EXERCISE GOAL
Going through the listing below, work out how many lines include "this" and give that number by itself.

Start of DATA PROVIDED

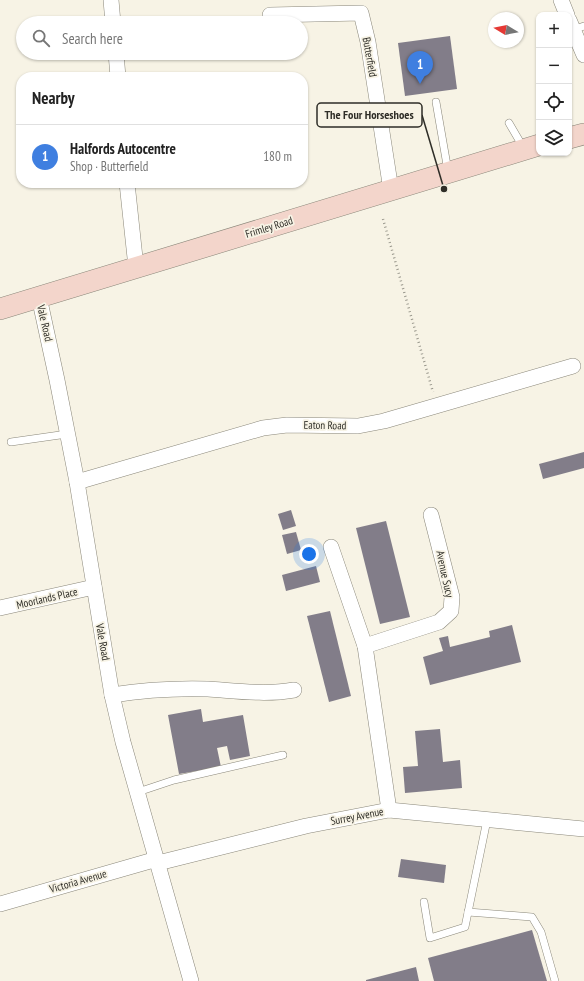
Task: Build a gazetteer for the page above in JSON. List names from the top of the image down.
{
  "streets": {
    "main road": ["Frimley Road"],
    "street": [
      "Butterfield",
      "Vale Road",
      "Eaton Road",
      "Avenue Sucy",
      "Moorlands Place",
      "Surrey Avenue",
      "Victoria Avenue"
    ]
  },
  "crossings": [
    ["Butterfield", "Frimley Road"],
    ["Frimley Road", "Vale Road"],
    ["Vale Road", "Eaton Road"],
    ["Vale Road", "Moorlands Place"],
    ["Vale Road", "Surrey Avenue"],
    ["Vale Road", "Victoria Avenue"],
    ["Surrey Avenue", "Victoria Avenue"]
  ],
  "places": ["The Four Horseshoes"],
  "north": "left",
  "page": {
    "map_buttons": ["+", "−"],
    "search": "Search here",
    "pins": "1",
    "heading": "Nearby",
    "list": [
      {
        "mark": "1",
        "name": "Halfords Autocentre",
        "note": "Shop · Butterfield",
        "value": "180 m"
      }
    ]
  }
}
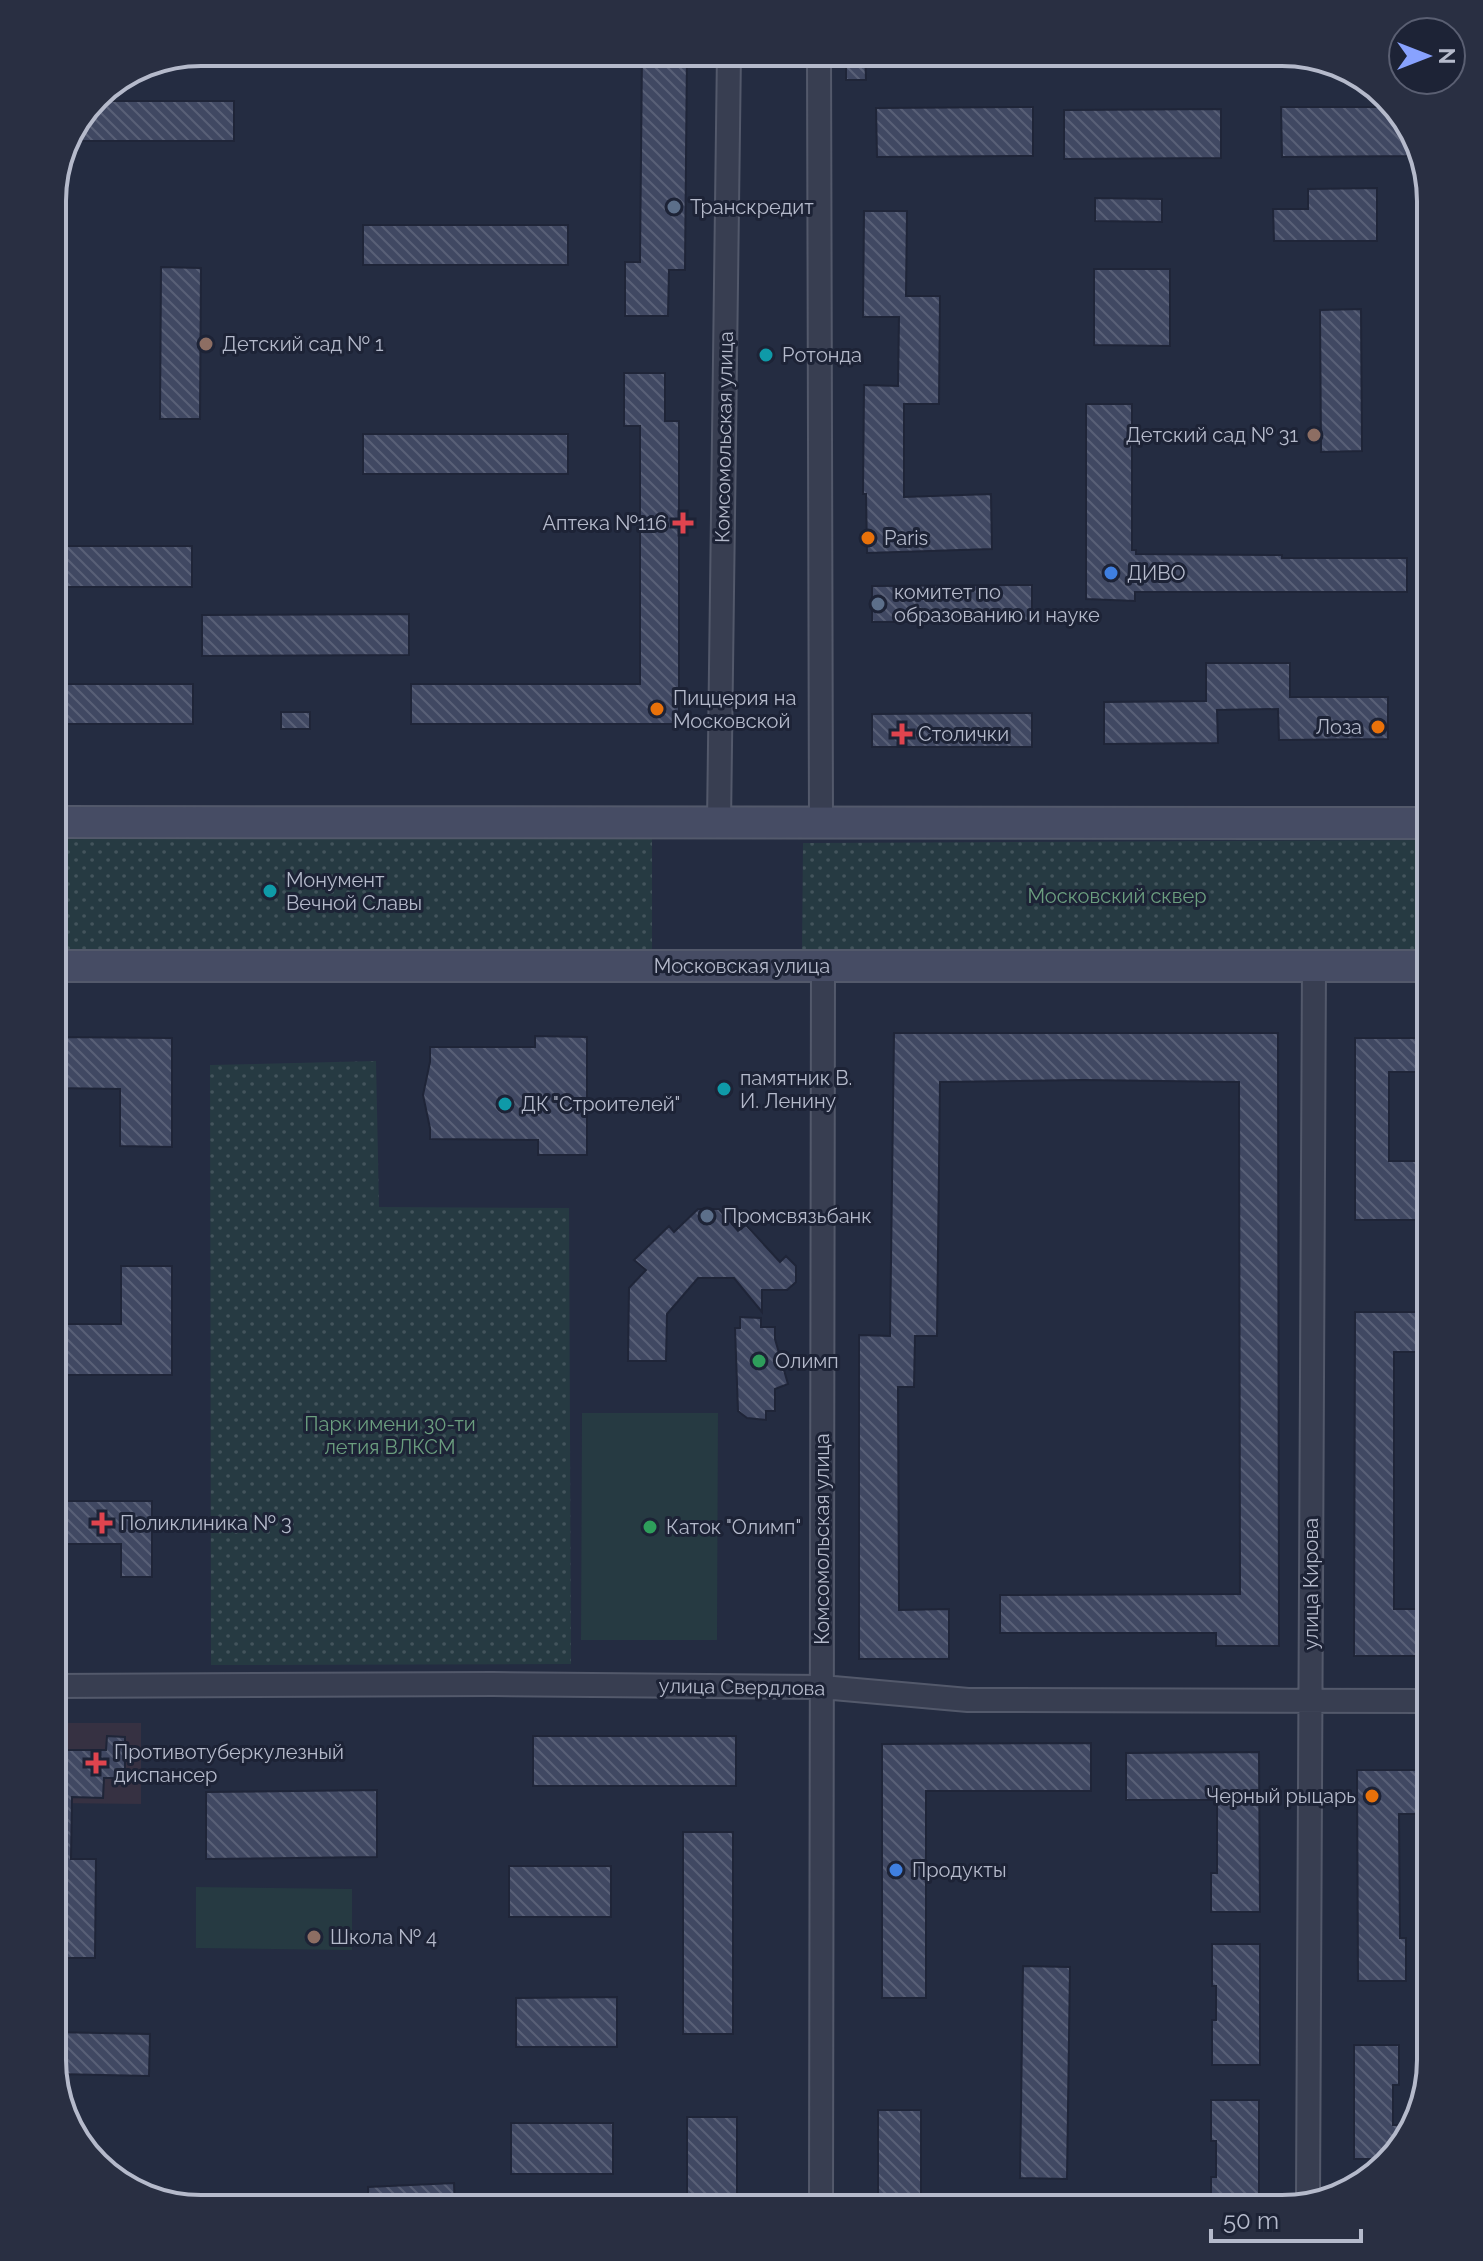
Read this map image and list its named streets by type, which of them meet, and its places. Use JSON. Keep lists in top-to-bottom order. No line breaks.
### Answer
{"streets":{"main road":["Московская улица"],"street":["Комсомольская улица","улица Кирова","улица Свердлова"]},"crossings":[["Комсомольская улица","Московская улица"],["Комсомольская улица","улица Свердлова"],["Московская улица","улица Кирова"],["улица Кирова","улица Свердлова"]],"parks":["Московский сквер","Парк имени 30-ти летия ВЛКСМ"],"places":{"other":["Транскредит","Детский сад № 1","Ротонда","Детский сад № 31","Paris","ДИВО","комитет по образованию и науке","Пиццерия на Московской","Лоза","Монумент Вечной Славы","памятник В. И. Ленину","ДК \"Строителей\"","Промсвязьбанк","Олимп","Каток \"Олимп\"","Черный рыцарь","Продукты","Школа № 4"],"health":["Аптека №116","Столички","Поликлиника № 3","Противотуберкулезный диспансер"]},"scale_bar":"50 m","north":"right"}
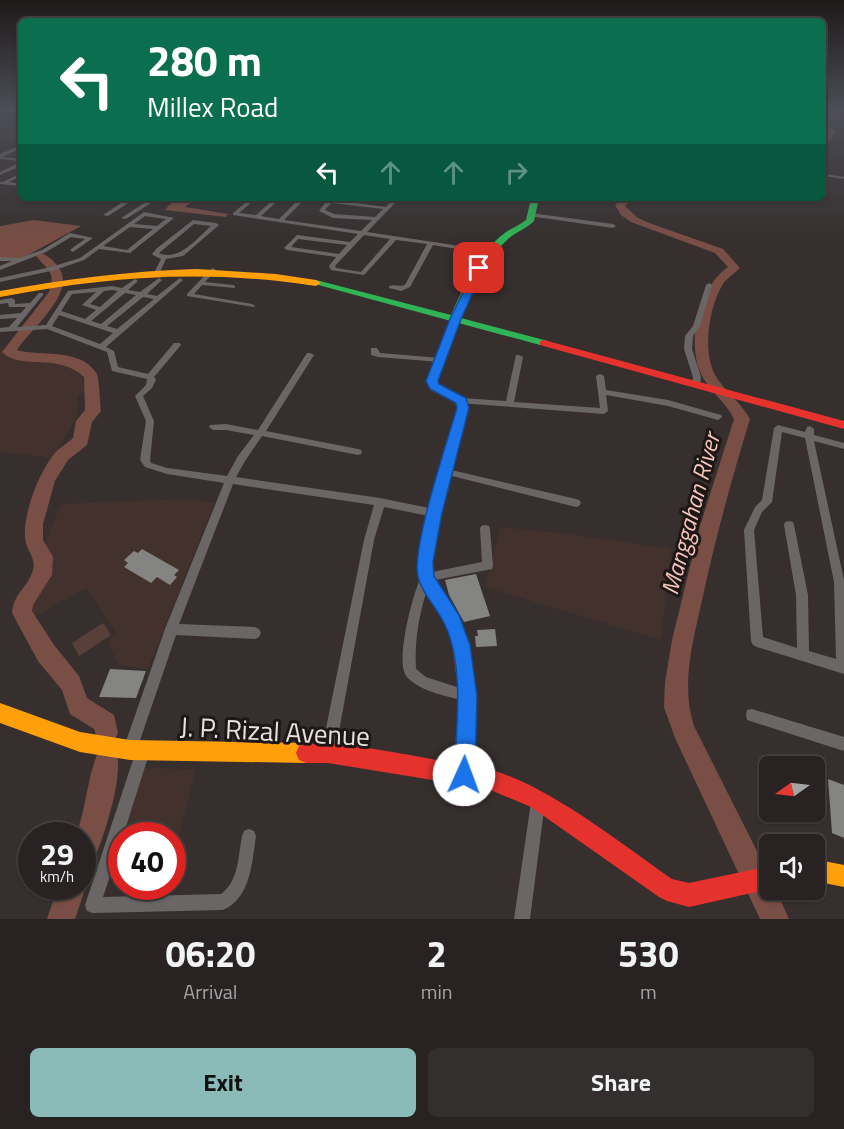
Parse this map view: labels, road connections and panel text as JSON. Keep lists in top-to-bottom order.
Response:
{
  "streets": {
    "street": ["J. P. Rizal Avenue"]
  },
  "water": ["Manggahan River"],
  "north": "left",
  "page": {
    "turn": ["280 m", "Millex Road"],
    "speed": "29 km/h",
    "limit": "40",
    "eta": [
      "06:20",
      "Arrival",
      "2",
      "min",
      "530",
      "m"
    ],
    "buttons": ["Exit", "Share"]
  }
}
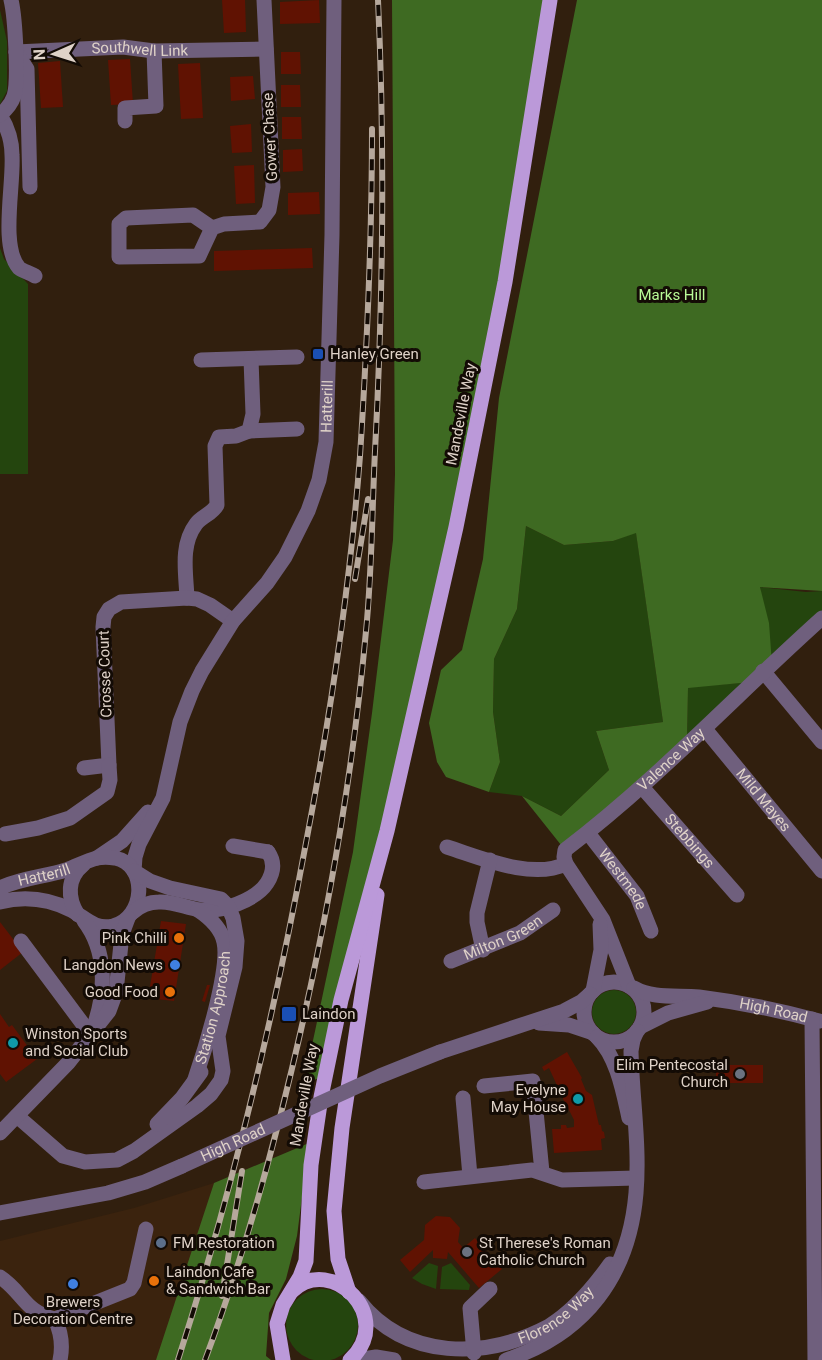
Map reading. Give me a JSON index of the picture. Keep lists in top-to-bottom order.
{
  "streets": {
    "main road": ["Mandeville Way"],
    "street": [
      "Southwell Link",
      "Gower Chase",
      "Hatterill",
      "Crosse Court",
      "Valence Way",
      "Mild Mayes",
      "Stebbings",
      "Westmede",
      "Milton Green",
      "Station Approach",
      "High Road",
      "Florence Way"
    ]
  },
  "crossings": [
    ["Southwell Link", "Gower Chase"],
    ["Hatterill", "Crosse Court"],
    ["Hatterill", "Station Approach"],
    ["Mandeville Way", "Florence Way"],
    ["Valence Way", "Mild Mayes"],
    ["Valence Way", "Stebbings"],
    ["Valence Way", "Westmede"],
    ["High Road", "Florence Way"]
  ],
  "parks": ["Marks Hill"],
  "places": {
    "transit": ["Hanley Green", "Laindon"],
    "other": [
      "Pink Chilli",
      "Langdon News",
      "Good Food",
      "Winston Sports and Social Club",
      "Elim Pentecostal Church",
      "Evelyne May House",
      "FM Restoration",
      "St Therese's Roman Catholic Church",
      "Laindon Cafe & Sandwich Bar",
      "Brewers Decoration Centre"
    ]
  },
  "north": "left"
}
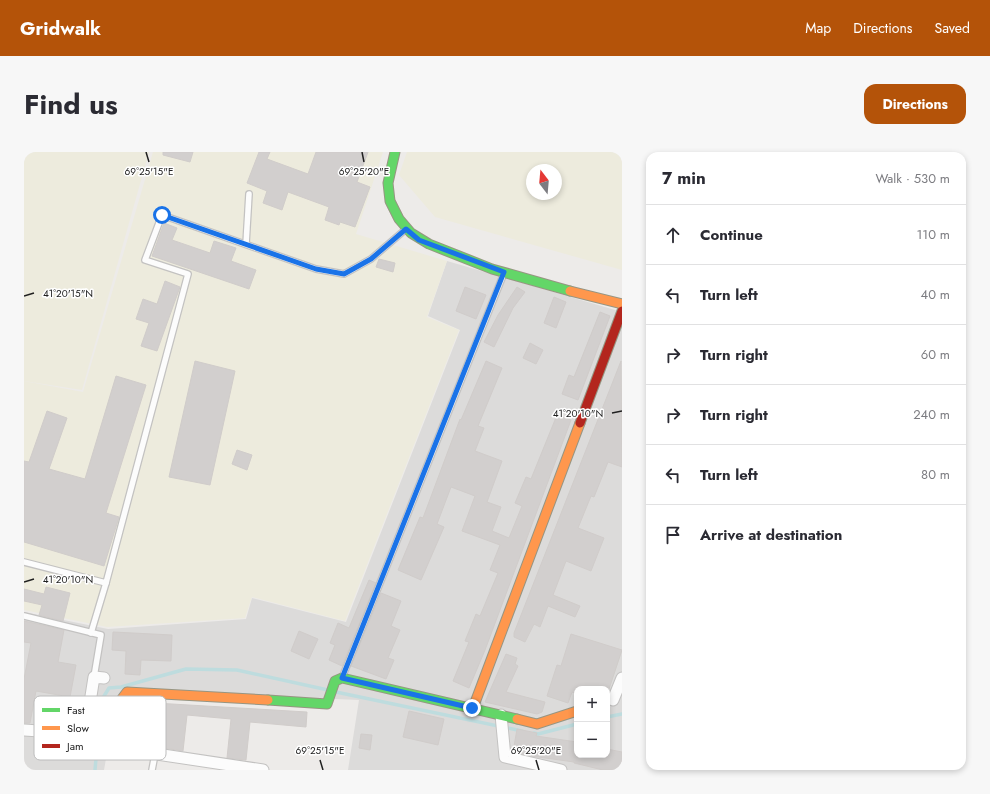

End of DATA PROVIDED

RESPONSE AREA
2